Directions: Return, word for word, only the lines from the one containing "Describe this map" through the last line of the entries.

Data to process:
· · · · · · ·
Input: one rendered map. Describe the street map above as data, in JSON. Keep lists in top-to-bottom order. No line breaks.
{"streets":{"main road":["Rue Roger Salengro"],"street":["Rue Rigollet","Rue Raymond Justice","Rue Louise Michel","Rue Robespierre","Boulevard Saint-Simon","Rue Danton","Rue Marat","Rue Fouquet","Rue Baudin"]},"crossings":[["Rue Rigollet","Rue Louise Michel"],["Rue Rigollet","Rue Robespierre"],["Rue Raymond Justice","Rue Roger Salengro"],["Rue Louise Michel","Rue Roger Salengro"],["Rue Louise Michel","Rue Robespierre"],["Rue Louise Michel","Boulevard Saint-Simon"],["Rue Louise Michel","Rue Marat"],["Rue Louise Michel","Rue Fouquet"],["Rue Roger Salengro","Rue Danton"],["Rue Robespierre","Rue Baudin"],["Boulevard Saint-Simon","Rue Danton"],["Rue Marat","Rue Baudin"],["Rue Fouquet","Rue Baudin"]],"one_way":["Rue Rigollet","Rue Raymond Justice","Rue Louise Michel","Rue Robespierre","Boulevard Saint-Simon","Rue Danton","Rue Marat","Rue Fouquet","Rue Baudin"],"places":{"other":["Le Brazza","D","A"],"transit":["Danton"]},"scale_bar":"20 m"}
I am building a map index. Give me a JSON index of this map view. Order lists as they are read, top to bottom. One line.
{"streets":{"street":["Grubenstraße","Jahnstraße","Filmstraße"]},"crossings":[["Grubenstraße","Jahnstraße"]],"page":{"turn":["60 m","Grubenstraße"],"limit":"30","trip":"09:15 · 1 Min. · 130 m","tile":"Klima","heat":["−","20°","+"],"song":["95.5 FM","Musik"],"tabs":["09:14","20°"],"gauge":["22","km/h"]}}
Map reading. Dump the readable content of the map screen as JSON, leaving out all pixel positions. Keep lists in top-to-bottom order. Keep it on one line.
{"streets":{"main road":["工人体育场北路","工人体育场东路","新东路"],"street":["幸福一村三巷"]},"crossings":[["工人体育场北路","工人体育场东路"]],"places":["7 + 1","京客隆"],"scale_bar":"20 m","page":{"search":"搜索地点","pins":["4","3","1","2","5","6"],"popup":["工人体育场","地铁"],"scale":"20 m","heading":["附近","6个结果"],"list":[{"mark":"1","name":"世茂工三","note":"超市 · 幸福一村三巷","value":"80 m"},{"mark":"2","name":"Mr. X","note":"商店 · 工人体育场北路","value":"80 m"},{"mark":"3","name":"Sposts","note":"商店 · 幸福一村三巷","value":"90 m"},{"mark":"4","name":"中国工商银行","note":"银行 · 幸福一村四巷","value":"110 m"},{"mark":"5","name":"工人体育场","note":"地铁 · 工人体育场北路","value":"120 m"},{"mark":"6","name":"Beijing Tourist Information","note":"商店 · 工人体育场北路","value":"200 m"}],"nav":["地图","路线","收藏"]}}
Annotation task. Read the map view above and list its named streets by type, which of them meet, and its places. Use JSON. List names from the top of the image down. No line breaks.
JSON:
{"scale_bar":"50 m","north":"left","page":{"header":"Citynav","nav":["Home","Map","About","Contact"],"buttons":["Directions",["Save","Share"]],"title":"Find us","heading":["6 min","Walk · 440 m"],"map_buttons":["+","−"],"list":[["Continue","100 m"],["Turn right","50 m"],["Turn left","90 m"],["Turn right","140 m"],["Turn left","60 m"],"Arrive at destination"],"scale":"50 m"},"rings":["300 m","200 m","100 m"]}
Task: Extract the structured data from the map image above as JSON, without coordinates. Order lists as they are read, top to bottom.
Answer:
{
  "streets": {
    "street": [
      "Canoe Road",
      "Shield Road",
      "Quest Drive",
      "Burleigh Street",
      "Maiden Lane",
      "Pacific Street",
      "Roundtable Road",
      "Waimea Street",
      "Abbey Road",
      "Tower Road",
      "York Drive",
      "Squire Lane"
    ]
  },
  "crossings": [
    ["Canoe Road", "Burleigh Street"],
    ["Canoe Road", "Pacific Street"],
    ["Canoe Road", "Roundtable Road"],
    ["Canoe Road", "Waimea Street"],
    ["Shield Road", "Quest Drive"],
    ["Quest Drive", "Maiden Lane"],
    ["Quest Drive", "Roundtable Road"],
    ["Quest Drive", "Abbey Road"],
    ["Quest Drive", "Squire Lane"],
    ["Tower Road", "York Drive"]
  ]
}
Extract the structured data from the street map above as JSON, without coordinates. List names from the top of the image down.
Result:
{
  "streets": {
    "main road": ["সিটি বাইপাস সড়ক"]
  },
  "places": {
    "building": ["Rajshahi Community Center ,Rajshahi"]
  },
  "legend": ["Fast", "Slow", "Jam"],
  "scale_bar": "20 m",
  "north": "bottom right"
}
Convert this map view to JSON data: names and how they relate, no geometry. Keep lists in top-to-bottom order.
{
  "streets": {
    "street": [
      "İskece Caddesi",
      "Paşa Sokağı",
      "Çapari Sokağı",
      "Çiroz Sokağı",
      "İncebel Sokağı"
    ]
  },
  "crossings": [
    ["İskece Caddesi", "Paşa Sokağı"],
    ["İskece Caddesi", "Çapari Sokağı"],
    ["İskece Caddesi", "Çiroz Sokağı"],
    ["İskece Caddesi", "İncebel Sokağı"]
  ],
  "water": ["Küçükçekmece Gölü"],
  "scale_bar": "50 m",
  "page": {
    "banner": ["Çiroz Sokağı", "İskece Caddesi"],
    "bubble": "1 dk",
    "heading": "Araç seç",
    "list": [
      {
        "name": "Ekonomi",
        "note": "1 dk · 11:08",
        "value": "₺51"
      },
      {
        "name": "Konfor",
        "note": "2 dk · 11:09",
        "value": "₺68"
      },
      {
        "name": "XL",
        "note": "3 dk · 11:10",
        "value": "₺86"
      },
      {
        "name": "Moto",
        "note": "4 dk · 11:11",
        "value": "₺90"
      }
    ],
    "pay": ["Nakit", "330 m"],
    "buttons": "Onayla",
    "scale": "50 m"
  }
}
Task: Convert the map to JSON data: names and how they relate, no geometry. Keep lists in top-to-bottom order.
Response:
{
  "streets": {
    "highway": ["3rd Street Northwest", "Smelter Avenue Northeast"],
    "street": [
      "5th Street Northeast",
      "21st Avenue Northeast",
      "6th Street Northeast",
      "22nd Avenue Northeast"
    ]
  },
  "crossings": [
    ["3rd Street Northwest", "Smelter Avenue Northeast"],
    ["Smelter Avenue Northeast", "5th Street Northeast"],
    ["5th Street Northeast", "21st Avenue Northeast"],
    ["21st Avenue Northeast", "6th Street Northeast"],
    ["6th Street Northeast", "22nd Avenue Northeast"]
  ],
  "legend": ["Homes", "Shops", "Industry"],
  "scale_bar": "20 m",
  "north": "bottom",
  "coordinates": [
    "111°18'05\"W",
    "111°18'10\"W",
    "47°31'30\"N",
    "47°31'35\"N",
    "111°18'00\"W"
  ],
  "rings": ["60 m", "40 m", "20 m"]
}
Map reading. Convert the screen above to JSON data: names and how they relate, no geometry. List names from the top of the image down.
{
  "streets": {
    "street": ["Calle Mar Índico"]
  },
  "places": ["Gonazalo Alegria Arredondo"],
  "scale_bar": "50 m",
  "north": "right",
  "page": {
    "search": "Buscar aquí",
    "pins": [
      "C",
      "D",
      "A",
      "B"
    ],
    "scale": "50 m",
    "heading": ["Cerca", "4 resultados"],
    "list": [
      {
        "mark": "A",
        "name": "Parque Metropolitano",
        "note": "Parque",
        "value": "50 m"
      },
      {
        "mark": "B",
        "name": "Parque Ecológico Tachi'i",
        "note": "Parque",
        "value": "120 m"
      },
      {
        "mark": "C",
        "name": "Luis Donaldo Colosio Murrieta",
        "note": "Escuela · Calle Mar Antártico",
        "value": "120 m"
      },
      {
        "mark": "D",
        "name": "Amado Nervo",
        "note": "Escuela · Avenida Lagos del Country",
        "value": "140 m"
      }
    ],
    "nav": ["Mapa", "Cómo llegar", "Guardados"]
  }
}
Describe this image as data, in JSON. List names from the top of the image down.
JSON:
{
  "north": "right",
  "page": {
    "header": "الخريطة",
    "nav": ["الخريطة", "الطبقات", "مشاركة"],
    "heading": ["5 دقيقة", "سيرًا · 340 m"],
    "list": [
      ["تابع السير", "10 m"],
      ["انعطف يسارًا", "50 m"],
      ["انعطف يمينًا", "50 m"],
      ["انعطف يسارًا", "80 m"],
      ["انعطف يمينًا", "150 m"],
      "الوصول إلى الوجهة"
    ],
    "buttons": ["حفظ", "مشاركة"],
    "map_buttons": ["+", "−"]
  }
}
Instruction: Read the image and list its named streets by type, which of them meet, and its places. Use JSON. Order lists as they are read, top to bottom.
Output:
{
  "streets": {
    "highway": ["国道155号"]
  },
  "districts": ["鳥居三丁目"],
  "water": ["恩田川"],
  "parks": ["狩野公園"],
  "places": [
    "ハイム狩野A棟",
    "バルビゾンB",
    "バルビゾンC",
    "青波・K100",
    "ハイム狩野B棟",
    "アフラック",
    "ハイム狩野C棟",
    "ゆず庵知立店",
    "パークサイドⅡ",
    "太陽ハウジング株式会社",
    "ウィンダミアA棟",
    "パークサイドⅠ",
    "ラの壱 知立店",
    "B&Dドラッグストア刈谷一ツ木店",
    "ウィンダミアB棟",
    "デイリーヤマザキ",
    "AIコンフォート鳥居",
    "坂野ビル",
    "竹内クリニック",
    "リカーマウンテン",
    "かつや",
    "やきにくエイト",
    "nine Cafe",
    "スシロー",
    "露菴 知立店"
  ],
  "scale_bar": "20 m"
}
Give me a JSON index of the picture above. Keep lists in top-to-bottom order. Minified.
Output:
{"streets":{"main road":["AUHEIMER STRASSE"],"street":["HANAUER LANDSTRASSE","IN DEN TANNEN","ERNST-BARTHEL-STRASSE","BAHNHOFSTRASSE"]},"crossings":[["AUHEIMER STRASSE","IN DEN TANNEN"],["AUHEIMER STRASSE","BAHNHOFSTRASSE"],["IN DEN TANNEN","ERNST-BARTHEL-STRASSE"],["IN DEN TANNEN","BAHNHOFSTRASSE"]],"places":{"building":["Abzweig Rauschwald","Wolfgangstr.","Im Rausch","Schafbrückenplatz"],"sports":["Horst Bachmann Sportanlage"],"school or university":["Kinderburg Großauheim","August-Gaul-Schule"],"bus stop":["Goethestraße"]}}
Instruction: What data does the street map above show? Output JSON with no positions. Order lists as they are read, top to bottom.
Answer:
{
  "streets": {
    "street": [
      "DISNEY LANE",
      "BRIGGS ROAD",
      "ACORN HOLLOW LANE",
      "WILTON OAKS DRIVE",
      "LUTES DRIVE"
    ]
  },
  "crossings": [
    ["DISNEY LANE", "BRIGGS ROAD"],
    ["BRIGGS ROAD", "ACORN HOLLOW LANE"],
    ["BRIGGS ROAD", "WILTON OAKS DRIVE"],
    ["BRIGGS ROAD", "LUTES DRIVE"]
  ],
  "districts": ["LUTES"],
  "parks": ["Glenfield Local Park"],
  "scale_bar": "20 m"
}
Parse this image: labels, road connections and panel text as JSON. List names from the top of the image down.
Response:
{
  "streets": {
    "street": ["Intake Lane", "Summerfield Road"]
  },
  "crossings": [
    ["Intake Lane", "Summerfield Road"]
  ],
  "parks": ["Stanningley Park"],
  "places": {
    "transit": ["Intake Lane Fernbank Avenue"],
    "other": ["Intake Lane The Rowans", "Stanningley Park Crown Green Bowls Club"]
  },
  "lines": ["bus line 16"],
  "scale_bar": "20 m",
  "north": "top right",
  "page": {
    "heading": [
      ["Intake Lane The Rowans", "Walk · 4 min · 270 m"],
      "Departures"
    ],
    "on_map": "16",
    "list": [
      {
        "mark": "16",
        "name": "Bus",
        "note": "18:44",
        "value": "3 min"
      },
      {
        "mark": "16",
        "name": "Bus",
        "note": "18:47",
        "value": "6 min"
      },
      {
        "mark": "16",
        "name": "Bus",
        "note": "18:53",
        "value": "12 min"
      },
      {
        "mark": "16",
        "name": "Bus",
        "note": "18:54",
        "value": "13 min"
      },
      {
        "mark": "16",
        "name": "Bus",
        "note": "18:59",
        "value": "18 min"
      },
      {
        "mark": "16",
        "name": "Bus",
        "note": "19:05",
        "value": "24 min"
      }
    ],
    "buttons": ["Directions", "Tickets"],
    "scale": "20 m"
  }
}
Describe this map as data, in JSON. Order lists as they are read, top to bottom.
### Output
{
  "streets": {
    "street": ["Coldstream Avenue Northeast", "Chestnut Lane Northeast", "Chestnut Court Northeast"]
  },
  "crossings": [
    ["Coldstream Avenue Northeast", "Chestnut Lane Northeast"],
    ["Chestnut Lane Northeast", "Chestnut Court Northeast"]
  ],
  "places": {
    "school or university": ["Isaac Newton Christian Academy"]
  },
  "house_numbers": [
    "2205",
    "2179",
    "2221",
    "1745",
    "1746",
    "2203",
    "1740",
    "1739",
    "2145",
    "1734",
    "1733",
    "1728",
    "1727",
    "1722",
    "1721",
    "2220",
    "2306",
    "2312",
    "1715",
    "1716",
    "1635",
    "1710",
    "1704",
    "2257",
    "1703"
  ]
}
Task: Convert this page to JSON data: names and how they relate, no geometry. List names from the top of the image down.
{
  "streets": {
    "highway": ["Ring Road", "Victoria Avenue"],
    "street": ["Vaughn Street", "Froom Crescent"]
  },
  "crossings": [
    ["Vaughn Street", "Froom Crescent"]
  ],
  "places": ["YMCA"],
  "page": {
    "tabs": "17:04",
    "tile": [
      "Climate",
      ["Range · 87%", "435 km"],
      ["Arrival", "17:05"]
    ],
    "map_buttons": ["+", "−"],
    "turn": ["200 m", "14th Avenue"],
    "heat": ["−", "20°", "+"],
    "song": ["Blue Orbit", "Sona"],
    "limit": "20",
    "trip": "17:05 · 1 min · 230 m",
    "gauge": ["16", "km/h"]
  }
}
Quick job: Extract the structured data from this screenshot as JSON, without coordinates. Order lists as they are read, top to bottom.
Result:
· · · · · · ·
Task answer:
Describe this map as data, in JSON. Order lists as they are read, top to bottom.
### Output
{
  "streets": {
    "street": ["Coldstream Avenue Northeast", "Chestnut Lane Northeast", "Chestnut Court Northeast"]
  },
  "crossings": [
    ["Coldstream Avenue Northeast", "Chestnut Lane Northeast"],
    ["Chestnut Lane Northeast", "Chestnut Court Northeast"]
  ],
  "places": {
    "school or university": ["Isaac Newton Christian Academy"]
  },
  "house_numbers": [
    "2205",
    "2179",
    "2221",
    "1745",
    "1746",
    "2203",
    "1740",
    "1739",
    "2145",
    "1734",
    "1733",
    "1728",
    "1727",
    "1722",
    "1721",
    "2220",
    "2306",
    "2312",
    "1715",
    "1716",
    "1635",
    "1710",
    "1704",
    "2257",
    "1703"
  ]
}
Task: Convert this page to JSON data: names and how they relate, no geometry. List names from the top of the image down.
{
  "streets": {
    "highway": ["Ring Road", "Victoria Avenue"],
    "street": ["Vaughn Street", "Froom Crescent"]
  },
  "crossings": [
    ["Vaughn Street", "Froom Crescent"]
  ],
  "places": ["YMCA"],
  "page": {
    "tabs": "17:04",
    "tile": [
      "Climate",
      ["Range · 87%", "435 km"],
      ["Arrival", "17:05"]
    ],
    "map_buttons": ["+", "−"],
    "turn": ["200 m", "14th Avenue"],
    "heat": ["−", "20°", "+"],
    "song": ["Blue Orbit", "Sona"],
    "limit": "20",
    "trip": "17:05 · 1 min · 230 m",
    "gauge": ["16", "km/h"]
  }
}
Quick job: Extract the structured data from this screenshot as JSON, without coordinates. Order lists as they are read, top to bottom.
Result:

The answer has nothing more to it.